**Exercise requirements:** After reading the entries below, report how many lines have the string "class" in them, giving the number alone.

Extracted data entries
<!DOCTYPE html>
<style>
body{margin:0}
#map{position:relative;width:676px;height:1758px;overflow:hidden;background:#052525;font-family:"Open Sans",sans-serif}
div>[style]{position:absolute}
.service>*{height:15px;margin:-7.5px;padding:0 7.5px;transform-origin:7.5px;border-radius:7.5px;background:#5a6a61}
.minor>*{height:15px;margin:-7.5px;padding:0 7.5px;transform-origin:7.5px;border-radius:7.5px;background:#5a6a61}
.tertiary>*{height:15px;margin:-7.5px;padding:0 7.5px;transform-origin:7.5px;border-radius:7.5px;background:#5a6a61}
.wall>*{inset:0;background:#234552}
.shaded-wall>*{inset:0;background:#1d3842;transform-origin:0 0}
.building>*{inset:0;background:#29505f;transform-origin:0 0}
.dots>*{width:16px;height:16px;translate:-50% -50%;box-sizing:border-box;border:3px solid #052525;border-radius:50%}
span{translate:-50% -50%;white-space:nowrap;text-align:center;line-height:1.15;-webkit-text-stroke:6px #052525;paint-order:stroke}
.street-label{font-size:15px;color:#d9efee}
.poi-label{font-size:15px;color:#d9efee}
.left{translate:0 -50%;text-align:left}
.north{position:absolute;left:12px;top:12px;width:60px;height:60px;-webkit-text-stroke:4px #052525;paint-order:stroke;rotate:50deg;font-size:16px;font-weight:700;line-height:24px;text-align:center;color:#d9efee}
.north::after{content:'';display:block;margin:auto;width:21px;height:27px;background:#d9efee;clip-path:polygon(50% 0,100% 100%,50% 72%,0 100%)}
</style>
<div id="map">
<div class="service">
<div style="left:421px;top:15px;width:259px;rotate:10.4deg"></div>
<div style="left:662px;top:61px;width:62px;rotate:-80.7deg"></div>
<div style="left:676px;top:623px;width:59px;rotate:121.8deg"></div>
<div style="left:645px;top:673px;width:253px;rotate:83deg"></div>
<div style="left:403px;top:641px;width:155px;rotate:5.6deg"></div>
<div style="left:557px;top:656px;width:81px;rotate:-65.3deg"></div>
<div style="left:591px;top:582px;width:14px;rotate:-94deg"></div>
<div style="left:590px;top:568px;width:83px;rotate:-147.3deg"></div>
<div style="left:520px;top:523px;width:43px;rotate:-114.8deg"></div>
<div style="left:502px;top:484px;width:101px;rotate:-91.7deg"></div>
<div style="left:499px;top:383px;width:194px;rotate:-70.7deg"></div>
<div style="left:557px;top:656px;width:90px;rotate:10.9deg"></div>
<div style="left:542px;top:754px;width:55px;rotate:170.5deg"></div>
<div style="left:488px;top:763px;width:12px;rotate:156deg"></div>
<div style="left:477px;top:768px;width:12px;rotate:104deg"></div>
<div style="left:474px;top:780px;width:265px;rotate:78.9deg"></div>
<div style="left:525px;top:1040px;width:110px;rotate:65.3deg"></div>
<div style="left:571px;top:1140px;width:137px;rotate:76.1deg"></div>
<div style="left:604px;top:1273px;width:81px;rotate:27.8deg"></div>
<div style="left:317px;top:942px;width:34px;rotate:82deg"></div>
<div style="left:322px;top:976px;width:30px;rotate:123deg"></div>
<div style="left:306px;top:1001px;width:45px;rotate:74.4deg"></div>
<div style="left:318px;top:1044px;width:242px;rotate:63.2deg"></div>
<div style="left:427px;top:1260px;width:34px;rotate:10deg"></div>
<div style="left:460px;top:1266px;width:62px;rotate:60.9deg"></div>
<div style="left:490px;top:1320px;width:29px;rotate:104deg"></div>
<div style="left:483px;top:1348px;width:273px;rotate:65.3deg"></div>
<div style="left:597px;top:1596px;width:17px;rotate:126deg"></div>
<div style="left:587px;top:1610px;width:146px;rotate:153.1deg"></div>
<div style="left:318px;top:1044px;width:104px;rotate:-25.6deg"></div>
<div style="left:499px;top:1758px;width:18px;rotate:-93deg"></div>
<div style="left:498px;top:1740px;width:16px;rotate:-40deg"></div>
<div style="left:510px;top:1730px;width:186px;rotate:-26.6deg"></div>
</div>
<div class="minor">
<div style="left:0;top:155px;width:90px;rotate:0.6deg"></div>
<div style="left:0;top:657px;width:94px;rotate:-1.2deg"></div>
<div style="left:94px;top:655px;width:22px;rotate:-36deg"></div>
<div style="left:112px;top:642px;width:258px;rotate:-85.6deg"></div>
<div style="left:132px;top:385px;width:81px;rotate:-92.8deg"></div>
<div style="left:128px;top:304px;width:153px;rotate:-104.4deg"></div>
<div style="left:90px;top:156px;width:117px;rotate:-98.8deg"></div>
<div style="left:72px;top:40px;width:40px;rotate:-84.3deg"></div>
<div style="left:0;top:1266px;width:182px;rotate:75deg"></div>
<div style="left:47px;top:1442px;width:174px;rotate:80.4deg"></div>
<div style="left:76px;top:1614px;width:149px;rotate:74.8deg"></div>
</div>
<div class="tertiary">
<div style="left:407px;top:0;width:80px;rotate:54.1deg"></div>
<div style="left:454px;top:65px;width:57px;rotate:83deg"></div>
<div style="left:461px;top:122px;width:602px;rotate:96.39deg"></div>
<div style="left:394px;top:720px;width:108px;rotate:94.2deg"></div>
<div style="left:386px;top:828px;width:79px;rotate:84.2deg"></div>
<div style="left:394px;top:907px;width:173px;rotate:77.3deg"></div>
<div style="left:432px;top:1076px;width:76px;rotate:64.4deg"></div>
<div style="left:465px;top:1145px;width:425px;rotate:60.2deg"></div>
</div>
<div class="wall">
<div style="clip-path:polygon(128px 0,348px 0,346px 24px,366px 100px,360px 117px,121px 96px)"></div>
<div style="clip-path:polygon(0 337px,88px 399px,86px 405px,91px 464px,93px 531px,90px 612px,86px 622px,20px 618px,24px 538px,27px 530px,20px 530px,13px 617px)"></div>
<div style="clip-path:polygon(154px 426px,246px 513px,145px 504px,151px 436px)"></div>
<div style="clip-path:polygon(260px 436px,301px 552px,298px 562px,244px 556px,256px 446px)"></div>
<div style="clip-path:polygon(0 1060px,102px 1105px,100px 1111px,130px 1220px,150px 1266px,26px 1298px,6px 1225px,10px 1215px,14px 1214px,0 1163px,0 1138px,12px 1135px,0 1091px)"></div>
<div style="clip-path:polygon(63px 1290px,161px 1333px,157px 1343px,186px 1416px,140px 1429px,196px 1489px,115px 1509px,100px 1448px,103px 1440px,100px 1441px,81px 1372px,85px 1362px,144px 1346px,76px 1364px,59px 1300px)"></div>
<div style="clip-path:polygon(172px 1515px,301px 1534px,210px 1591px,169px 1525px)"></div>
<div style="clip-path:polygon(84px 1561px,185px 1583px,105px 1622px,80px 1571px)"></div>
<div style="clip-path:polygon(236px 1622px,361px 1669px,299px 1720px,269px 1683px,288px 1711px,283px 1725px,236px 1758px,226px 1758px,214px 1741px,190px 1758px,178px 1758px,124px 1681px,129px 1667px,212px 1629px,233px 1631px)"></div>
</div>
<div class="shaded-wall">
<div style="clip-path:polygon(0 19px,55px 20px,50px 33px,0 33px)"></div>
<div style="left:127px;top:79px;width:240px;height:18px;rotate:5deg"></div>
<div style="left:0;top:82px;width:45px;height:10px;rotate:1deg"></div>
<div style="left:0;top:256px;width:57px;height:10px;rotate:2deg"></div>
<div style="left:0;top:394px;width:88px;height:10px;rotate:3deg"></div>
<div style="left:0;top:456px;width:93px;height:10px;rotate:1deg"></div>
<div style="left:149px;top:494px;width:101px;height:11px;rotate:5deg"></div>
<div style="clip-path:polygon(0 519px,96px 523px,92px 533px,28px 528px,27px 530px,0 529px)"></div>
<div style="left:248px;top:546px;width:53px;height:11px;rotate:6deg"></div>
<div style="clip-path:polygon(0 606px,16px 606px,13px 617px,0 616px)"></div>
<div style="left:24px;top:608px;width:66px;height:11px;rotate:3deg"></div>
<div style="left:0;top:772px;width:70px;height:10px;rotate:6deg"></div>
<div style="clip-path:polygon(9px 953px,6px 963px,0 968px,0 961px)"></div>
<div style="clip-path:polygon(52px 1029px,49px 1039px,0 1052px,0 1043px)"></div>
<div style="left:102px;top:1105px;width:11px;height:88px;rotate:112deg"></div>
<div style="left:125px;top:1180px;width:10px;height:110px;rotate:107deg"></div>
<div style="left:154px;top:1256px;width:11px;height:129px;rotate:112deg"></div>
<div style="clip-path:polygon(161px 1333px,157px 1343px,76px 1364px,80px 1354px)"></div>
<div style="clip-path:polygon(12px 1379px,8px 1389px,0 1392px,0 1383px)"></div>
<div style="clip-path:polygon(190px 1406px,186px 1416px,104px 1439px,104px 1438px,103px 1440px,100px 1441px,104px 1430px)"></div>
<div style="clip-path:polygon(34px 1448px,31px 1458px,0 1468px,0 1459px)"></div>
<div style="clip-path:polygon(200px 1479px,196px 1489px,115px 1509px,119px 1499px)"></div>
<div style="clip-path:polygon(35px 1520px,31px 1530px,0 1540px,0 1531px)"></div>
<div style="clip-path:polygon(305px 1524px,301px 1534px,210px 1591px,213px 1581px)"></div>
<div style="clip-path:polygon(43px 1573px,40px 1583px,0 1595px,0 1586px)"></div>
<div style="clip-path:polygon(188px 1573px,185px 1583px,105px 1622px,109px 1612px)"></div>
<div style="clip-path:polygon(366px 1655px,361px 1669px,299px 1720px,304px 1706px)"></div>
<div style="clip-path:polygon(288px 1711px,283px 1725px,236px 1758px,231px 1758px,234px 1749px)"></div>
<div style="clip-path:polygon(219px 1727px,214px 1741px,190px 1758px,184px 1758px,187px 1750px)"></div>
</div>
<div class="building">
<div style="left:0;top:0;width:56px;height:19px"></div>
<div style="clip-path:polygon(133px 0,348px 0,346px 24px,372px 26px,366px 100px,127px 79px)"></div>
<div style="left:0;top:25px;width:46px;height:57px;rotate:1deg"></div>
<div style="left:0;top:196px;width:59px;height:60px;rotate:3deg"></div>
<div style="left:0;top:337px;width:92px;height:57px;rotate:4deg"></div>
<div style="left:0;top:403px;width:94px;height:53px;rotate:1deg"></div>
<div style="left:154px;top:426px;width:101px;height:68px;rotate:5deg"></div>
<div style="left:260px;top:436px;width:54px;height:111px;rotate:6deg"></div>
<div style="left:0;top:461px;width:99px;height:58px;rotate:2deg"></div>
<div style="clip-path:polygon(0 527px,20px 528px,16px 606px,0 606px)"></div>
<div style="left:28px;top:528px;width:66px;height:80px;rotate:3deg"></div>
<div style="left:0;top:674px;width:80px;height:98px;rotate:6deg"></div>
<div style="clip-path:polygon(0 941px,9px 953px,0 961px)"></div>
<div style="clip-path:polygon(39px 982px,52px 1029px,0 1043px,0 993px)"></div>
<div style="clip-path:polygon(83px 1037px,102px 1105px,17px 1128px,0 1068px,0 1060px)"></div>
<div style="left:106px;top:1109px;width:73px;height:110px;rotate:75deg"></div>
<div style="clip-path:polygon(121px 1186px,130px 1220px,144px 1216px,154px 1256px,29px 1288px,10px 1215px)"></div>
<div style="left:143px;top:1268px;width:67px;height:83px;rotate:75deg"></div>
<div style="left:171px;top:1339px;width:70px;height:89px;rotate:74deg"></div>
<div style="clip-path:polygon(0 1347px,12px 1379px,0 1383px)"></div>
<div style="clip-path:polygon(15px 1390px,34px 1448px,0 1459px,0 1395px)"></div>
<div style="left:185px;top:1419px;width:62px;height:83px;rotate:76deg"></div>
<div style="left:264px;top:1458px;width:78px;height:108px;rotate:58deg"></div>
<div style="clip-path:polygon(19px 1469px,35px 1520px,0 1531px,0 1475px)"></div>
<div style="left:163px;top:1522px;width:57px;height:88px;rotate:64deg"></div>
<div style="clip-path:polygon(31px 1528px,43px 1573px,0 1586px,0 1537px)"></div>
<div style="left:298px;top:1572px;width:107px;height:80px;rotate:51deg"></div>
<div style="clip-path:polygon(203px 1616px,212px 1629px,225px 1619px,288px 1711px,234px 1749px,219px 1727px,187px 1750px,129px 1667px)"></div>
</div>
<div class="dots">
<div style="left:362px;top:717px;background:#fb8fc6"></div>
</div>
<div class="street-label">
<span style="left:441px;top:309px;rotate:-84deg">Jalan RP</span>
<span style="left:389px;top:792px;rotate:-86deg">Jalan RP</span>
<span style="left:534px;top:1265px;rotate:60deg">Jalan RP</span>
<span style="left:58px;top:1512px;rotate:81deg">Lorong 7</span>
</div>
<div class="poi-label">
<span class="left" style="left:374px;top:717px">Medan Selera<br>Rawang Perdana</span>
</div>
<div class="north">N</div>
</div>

**Response for this exercise:** 11